Hot hands refers to the idea that a player who has scored a basket (therefore, has "hot hands") is more likely to score the next basket.
It is suggested that this is a fallacy because apparently scoring is considered a random event (as far as I understand it). It is the equivalent of flipping coins. And just as when you flip coins, you might get three heads in a row by chance, the same applies to scoring in basketball. So players probably remember those sequences when they scores several baskets in a row and think it had something to do with them.
Now I can not shake the feeling that this explanation is incomplete. Let me compare scoring with my efforts to learn probability on my own, which I have been doing for a while.
When I get some question right, I become more energized and confident, and am more likely to work on the following question because I feel more hopeful that I will figure it out.
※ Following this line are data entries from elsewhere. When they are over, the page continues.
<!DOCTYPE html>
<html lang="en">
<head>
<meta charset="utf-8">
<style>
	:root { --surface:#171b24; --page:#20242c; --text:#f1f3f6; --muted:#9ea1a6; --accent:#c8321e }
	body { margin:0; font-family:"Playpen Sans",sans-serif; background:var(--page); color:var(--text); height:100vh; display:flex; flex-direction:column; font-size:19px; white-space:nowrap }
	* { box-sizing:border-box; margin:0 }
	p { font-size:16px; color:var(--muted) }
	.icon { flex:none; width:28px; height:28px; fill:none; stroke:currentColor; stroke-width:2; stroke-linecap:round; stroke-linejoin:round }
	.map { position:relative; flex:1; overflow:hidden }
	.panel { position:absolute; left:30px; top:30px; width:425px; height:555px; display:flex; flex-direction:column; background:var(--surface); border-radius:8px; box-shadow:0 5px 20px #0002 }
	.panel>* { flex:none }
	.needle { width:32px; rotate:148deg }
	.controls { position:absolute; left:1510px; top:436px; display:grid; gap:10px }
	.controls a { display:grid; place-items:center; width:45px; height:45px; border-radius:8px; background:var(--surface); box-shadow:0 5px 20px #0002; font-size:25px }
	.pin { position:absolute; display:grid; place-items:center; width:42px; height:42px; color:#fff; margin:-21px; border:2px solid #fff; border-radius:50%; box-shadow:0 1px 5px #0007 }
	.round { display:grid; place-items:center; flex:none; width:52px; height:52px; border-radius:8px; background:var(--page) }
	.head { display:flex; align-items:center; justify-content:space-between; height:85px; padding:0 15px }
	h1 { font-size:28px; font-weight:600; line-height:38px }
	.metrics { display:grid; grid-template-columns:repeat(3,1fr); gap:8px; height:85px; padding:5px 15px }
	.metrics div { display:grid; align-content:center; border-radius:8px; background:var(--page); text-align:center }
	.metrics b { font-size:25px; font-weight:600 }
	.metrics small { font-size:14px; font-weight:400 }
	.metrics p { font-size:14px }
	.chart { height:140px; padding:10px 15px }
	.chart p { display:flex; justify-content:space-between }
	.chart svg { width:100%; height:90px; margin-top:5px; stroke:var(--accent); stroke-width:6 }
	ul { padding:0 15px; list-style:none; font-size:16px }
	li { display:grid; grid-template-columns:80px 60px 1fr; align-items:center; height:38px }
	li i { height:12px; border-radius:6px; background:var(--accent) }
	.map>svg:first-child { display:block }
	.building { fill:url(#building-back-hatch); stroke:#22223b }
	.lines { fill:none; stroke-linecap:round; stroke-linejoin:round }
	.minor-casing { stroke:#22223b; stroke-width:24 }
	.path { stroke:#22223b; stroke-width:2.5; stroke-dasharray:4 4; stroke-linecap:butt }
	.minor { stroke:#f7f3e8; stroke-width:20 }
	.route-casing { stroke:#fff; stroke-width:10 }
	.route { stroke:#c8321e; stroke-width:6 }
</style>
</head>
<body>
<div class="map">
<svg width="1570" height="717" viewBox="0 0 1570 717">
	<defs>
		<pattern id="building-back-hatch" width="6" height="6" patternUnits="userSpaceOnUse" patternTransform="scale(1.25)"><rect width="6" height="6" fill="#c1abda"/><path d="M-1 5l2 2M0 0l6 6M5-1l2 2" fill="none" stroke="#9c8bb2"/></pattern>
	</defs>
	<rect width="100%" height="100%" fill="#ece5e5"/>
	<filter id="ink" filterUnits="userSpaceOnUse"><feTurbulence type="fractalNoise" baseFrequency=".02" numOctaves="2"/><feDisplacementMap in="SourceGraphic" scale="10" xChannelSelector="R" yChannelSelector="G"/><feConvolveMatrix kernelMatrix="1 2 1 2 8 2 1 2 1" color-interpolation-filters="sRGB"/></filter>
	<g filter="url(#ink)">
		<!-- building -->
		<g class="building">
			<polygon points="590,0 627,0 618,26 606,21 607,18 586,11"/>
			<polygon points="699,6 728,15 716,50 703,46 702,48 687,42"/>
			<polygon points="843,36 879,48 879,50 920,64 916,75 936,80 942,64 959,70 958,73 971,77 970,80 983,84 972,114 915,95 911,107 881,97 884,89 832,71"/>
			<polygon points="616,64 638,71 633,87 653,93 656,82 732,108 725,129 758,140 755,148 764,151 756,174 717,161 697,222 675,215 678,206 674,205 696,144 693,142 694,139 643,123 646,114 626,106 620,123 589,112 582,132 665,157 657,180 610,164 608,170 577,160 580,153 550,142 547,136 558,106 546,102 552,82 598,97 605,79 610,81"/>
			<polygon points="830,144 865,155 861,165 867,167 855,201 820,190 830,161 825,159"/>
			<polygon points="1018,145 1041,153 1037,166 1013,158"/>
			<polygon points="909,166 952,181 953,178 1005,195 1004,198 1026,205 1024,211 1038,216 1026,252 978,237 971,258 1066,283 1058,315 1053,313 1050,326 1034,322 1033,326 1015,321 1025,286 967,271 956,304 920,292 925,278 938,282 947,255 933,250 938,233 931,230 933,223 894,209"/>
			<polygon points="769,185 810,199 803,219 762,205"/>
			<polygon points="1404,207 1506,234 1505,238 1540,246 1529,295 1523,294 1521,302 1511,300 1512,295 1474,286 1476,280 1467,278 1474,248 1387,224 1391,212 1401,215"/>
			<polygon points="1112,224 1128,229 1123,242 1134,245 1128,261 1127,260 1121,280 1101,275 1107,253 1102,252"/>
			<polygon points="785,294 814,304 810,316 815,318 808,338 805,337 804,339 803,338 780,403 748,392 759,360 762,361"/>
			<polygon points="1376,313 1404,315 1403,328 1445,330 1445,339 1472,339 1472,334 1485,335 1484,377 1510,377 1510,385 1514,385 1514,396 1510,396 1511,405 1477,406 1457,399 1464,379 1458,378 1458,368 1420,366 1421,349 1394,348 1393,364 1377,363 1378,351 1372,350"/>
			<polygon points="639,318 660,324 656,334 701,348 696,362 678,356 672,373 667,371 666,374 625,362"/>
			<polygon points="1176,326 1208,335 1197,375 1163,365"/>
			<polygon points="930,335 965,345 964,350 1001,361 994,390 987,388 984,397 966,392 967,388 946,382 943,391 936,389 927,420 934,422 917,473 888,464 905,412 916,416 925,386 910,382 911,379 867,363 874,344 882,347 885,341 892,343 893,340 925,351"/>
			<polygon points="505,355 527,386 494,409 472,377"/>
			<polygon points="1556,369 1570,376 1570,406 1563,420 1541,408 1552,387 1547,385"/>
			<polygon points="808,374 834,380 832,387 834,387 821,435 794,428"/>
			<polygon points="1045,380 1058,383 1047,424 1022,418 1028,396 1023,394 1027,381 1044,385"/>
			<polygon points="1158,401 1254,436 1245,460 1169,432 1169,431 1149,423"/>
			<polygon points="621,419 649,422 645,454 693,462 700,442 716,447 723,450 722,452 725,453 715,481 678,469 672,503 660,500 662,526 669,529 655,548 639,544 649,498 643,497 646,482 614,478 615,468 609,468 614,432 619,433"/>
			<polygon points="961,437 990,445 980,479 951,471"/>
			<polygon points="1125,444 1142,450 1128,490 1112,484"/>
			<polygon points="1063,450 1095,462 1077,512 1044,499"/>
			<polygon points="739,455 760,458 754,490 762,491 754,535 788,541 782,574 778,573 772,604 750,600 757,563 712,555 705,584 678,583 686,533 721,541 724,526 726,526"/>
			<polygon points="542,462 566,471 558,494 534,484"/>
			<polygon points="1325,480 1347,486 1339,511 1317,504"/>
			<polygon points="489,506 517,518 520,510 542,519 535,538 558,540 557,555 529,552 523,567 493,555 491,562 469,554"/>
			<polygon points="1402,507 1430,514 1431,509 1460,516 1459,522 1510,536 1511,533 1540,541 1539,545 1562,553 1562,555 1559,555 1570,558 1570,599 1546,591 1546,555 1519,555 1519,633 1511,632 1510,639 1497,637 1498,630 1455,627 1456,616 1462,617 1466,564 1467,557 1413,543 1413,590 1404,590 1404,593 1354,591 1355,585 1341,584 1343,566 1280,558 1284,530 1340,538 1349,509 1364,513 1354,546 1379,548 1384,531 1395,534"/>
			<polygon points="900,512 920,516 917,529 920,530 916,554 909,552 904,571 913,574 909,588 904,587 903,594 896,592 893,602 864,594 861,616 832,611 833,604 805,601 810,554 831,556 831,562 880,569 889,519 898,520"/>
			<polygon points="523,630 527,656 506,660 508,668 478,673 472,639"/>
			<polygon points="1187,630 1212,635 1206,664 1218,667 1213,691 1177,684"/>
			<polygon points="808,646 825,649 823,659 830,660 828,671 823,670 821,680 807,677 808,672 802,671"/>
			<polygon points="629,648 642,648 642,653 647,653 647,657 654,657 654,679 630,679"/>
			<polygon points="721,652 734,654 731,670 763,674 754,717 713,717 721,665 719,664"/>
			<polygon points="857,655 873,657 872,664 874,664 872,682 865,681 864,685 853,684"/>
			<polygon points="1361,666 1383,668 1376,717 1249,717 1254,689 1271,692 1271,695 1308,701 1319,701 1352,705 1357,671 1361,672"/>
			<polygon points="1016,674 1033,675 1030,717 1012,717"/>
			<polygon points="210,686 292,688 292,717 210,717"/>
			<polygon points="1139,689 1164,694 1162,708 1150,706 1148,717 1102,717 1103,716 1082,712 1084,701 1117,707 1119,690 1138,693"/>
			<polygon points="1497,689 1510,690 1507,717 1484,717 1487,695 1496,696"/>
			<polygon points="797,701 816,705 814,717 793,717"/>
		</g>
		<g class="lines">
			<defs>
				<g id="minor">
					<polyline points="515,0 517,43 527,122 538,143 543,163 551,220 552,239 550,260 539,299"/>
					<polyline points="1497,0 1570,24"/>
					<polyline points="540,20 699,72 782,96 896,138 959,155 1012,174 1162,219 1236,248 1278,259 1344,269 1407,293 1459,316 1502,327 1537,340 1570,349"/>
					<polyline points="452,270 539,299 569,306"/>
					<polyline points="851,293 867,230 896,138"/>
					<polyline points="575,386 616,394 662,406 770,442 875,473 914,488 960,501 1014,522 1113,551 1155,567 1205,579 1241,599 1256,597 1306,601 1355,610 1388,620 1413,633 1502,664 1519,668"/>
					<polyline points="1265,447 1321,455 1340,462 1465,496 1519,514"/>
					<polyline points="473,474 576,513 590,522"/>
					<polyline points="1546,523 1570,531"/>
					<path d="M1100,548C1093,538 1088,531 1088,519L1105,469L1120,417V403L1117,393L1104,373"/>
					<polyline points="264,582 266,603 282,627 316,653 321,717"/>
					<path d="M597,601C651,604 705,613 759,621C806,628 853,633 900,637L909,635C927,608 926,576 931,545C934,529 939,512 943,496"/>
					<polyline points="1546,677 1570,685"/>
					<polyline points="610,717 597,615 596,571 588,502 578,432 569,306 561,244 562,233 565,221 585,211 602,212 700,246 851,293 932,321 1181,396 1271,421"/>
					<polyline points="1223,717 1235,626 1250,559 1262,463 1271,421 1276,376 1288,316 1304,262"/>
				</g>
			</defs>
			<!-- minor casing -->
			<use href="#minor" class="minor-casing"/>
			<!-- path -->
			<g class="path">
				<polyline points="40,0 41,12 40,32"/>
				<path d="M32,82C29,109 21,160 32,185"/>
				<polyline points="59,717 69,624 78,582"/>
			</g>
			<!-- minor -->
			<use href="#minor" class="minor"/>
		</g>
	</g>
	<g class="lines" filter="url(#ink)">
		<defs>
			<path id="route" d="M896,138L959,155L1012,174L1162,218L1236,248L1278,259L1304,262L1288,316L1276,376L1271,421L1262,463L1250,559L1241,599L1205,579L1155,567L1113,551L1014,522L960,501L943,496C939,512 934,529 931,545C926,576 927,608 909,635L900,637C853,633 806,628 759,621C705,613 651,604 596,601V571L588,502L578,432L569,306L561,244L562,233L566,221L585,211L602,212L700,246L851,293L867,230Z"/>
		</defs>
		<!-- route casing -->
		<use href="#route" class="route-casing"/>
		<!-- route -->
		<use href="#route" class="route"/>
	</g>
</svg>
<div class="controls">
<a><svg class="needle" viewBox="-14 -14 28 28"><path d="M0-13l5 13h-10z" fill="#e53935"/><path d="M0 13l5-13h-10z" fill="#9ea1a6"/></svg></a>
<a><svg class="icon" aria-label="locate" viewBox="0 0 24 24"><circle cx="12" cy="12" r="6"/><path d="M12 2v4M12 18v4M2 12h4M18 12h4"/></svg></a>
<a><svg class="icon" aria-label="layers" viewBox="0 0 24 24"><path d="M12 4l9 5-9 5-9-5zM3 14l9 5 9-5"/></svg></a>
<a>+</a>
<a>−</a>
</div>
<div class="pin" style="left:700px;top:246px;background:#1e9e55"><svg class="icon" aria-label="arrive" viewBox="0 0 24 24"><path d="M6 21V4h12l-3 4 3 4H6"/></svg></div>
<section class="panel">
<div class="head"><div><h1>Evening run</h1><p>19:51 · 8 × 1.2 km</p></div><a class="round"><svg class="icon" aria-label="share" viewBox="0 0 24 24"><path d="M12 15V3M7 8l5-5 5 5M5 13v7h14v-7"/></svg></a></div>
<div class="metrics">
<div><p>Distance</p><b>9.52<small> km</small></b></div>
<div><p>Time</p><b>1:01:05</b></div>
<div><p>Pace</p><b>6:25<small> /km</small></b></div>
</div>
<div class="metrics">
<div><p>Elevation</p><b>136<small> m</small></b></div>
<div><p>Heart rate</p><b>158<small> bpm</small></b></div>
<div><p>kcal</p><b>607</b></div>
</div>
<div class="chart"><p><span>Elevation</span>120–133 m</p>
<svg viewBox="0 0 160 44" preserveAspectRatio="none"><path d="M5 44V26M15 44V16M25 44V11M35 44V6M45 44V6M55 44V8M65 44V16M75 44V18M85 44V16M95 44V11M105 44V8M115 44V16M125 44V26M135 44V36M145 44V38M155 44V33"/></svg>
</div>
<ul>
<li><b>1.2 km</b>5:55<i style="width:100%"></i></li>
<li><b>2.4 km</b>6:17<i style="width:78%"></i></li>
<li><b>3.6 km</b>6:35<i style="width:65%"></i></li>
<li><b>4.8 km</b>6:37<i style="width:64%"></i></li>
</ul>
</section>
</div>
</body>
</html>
But when I try several probability questions and get them all wrong, I am quite unlikely to try my best on the next one. I have sometimes later returned to questions that I had failed at, noting that they were quite easy but that earlier I had simply lost the will to put in any effort.
Anyhow, so to go back to the basketball example, why is each shot is assumed to be completely independent of the previous shots. Why doesn't a player's effort or confidence level is irrelevant? I can imagine hot hands applying to someone blindingly throwing the ball and once in a while getting lucky, but the same thing applies to professional players even? Yes, the ball has no memory but the person throwing the ball does. No?